6. Limitations and Directions for Future Studies
The present study should be interpreted within the scope of a single cohort in one mathematics course, which limits the extent to which the findings can be generalised beyond comparable instructional settings in higher education. The intervention was implemented once rather than over multiple cycles, and learning was assessed through conventional examinations that capture only a subset of the processes activated during student-generated video production. Participation in video creation was not uniform across students, which may reflect variation in motivation or confidence rather than the pedagogical mechanism itself. Accordingly, we do not claim transferability by sampling scope but by mechanism. The observed processes are theoretically portable across higher education. Future studies could adopt iterative SoTL cycles of design, implementation and reflection to strengthen both internal validity and pedagogical insight.

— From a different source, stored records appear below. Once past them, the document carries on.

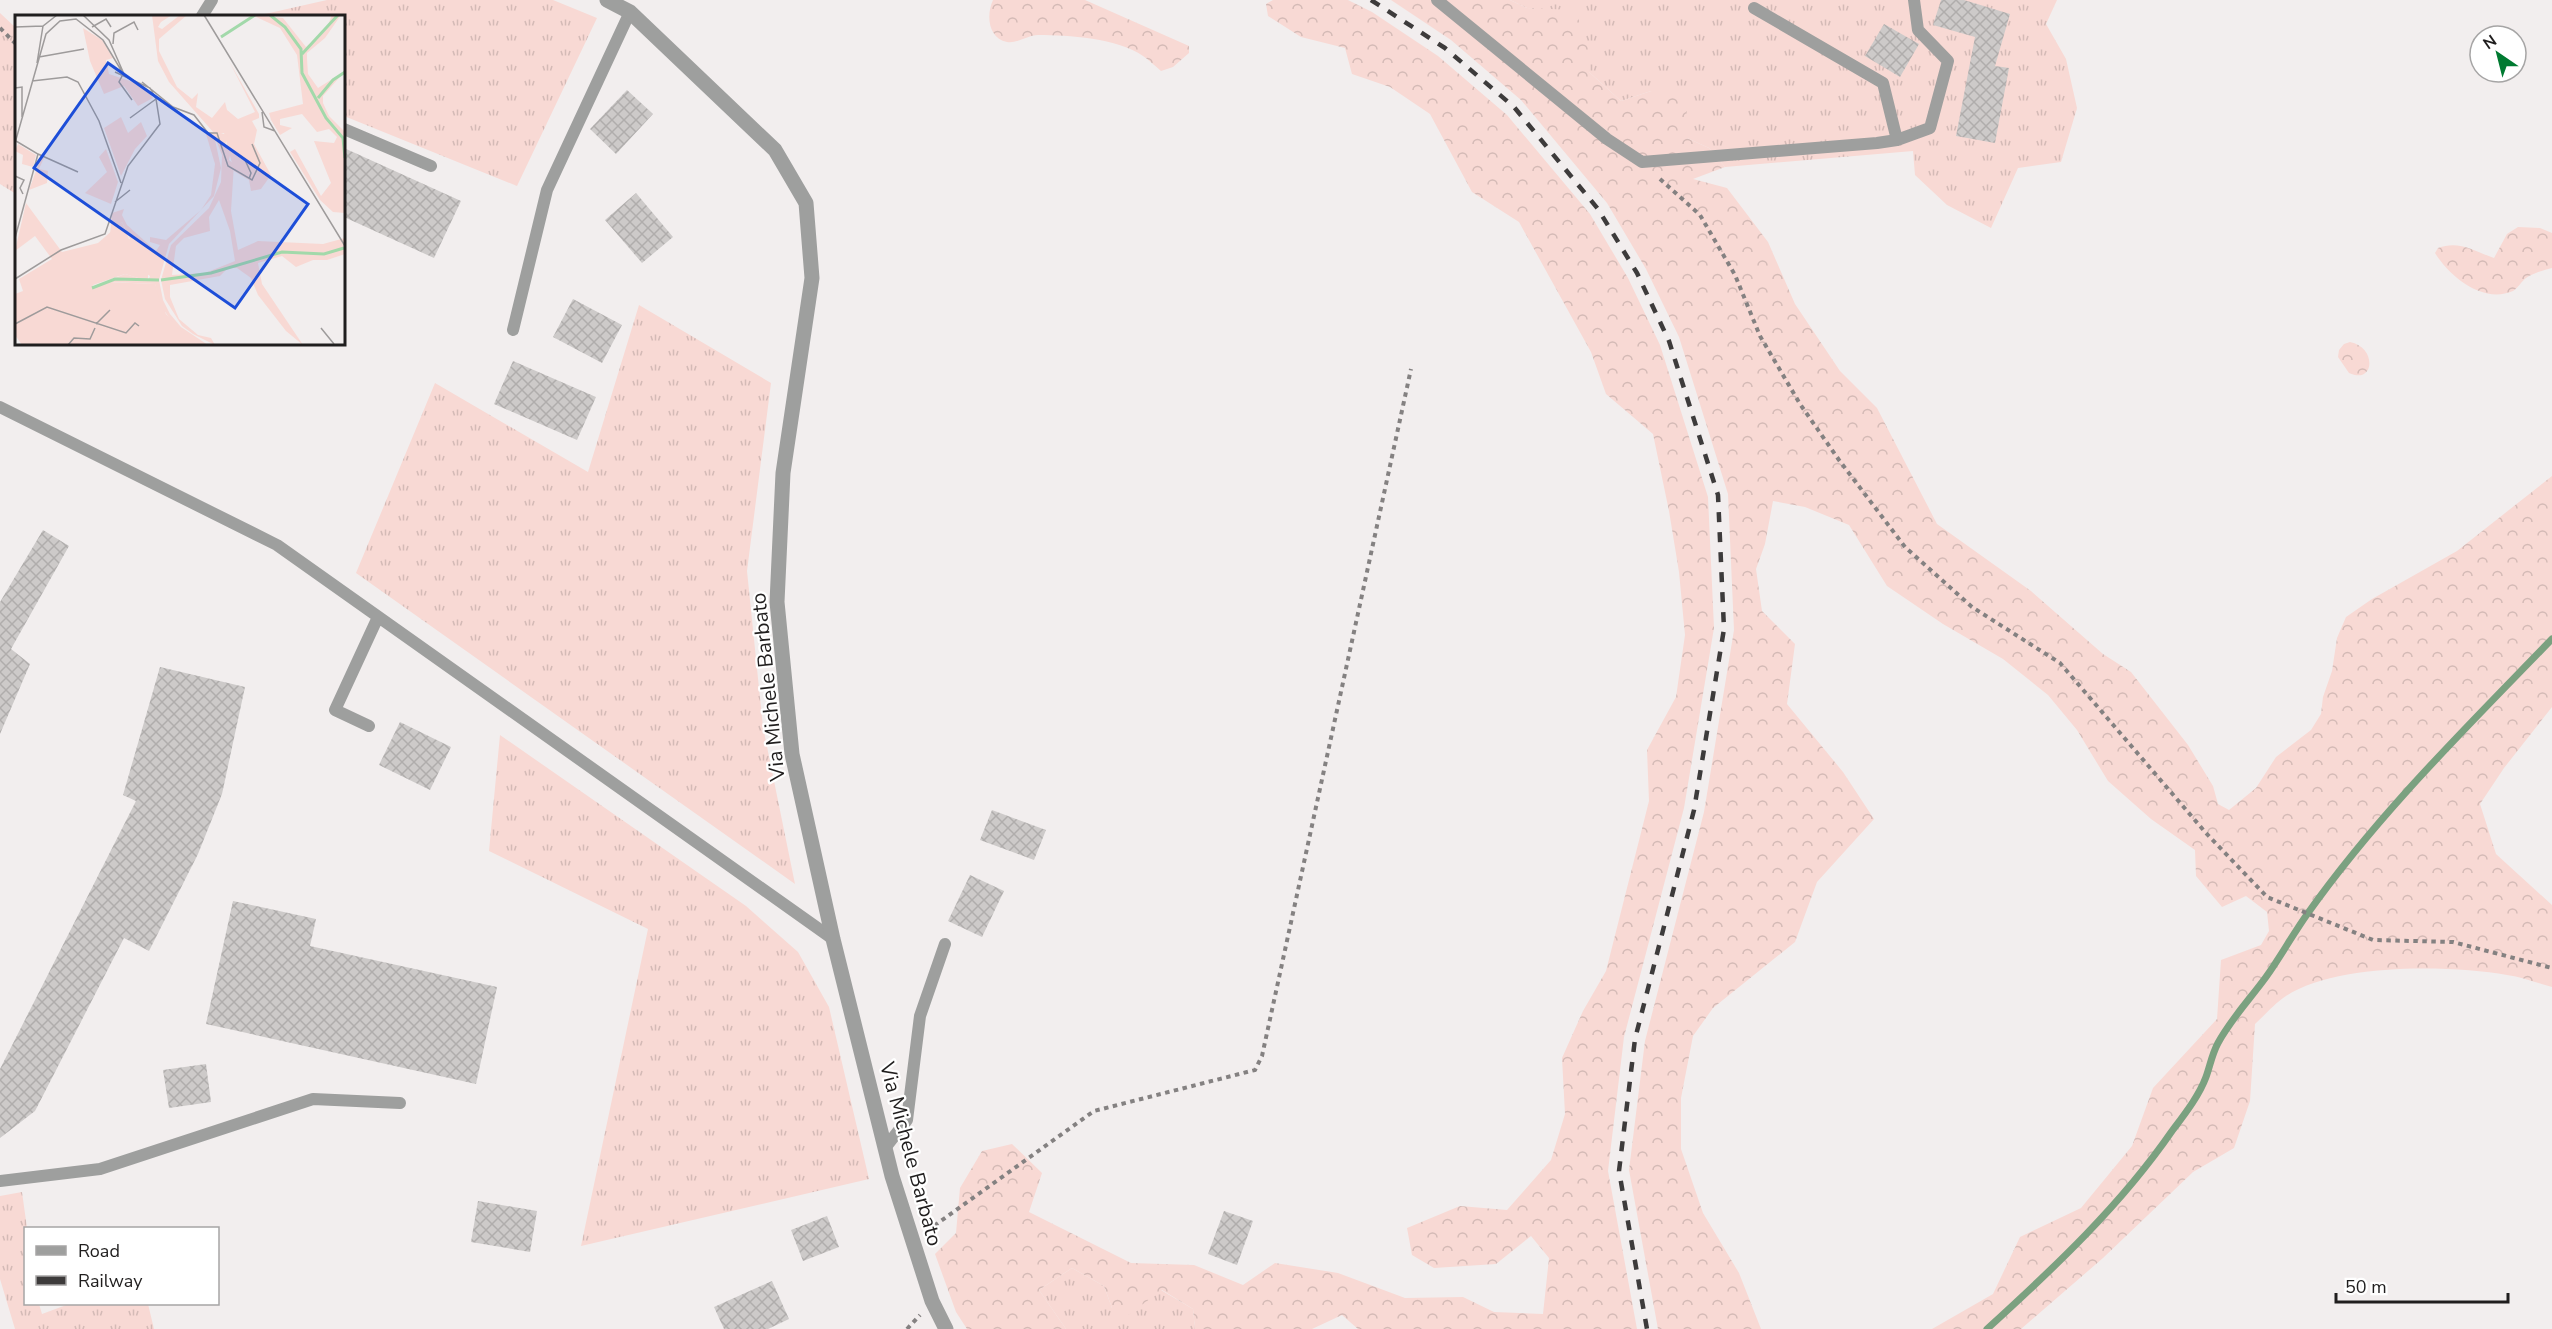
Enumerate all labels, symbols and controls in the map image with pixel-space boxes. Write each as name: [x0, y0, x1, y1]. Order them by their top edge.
inset map: [15, 15, 345, 345]
north arrow: [2468, 24, 2528, 84]
text: N: [2479, 30, 2501, 55]
street label: Via Michele Barbato: [744, 591, 792, 784]
street label: Via Michele Barbato: [873, 1058, 949, 1249]
legend: [24, 1227, 219, 1305]
text: Road: [78, 1239, 120, 1263]
scale bar: [2336, 1266, 2508, 1304]
text: Railway: [78, 1269, 143, 1293]
text: 50 m: [2345, 1275, 2387, 1299]

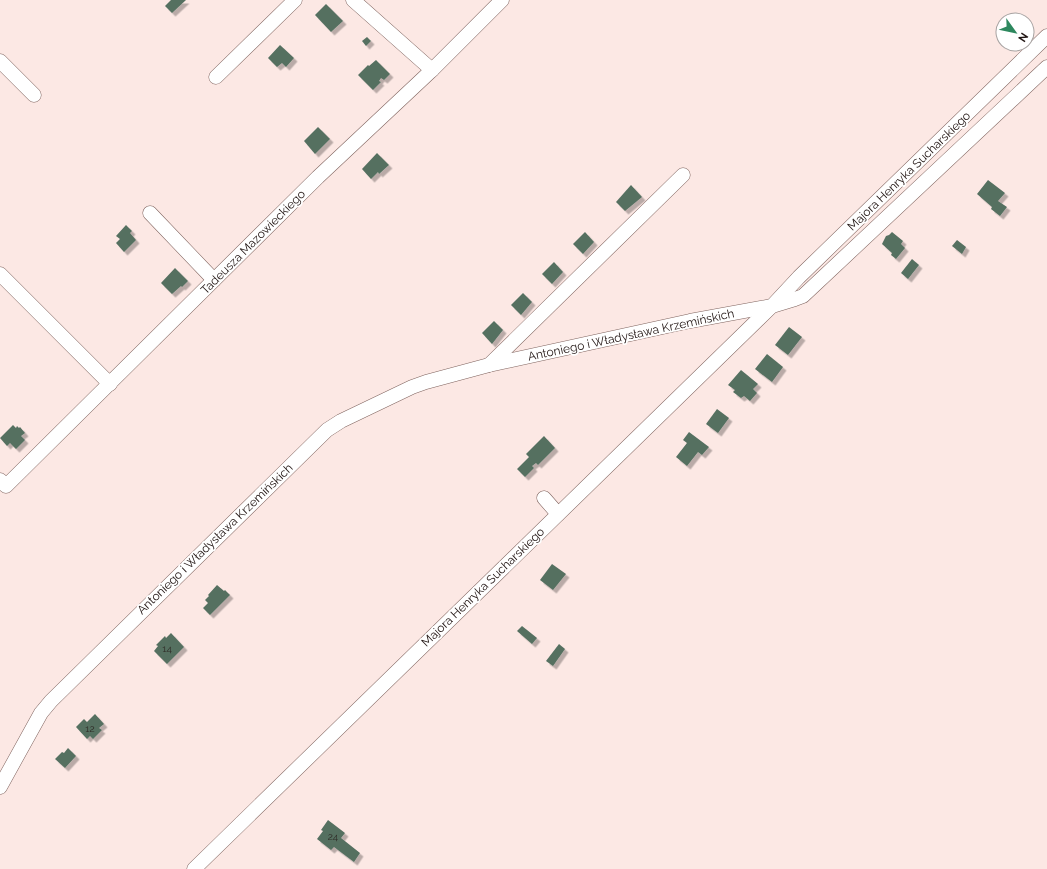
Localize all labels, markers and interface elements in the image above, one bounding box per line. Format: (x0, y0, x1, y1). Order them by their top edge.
north arrow (995, 12, 1035, 52)
text: N (1015, 30, 1031, 44)
street label: Majora Henryka Sucharskiego (845, 109, 973, 233)
street label: Tadeusza Mazowieckiego (198, 187, 308, 297)
street label: Antoniego i Władysława Krzemińskich (527, 306, 735, 364)
street label: Antoniego i Władysława Krzemińskich (134, 461, 296, 617)
street label: Majora Henryka Sucharskiego (419, 525, 547, 649)
house number: 14 (162, 643, 172, 654)
house number: 12 (85, 723, 95, 734)
house number: 24 (328, 831, 339, 842)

Future studies could extend this work in several ways. Longitudinal designs that integrate multiple instances of student-generated video production across a semester or curriculum could shed light on whether metacognitive and communicative gains accumulate or stabilise over time. Comparative studies could examine differences between student-produced and instructor-produced videos, or between short-form and longer explanatory formats, to isolate the effects of production, duration and authorship. Finally, future research could explore alternative outcome measures that are sensitive to metacognitive development, peer-evaluative judgement or explanatory clarity, dimensions that may not register in conventional assessments yet emerged as meaningful in students’ reports. Exploring such measures would advance methodological diversity in mathematics education research and further align it with the reflective, evidence-based ethos of teaching and learning scholarship.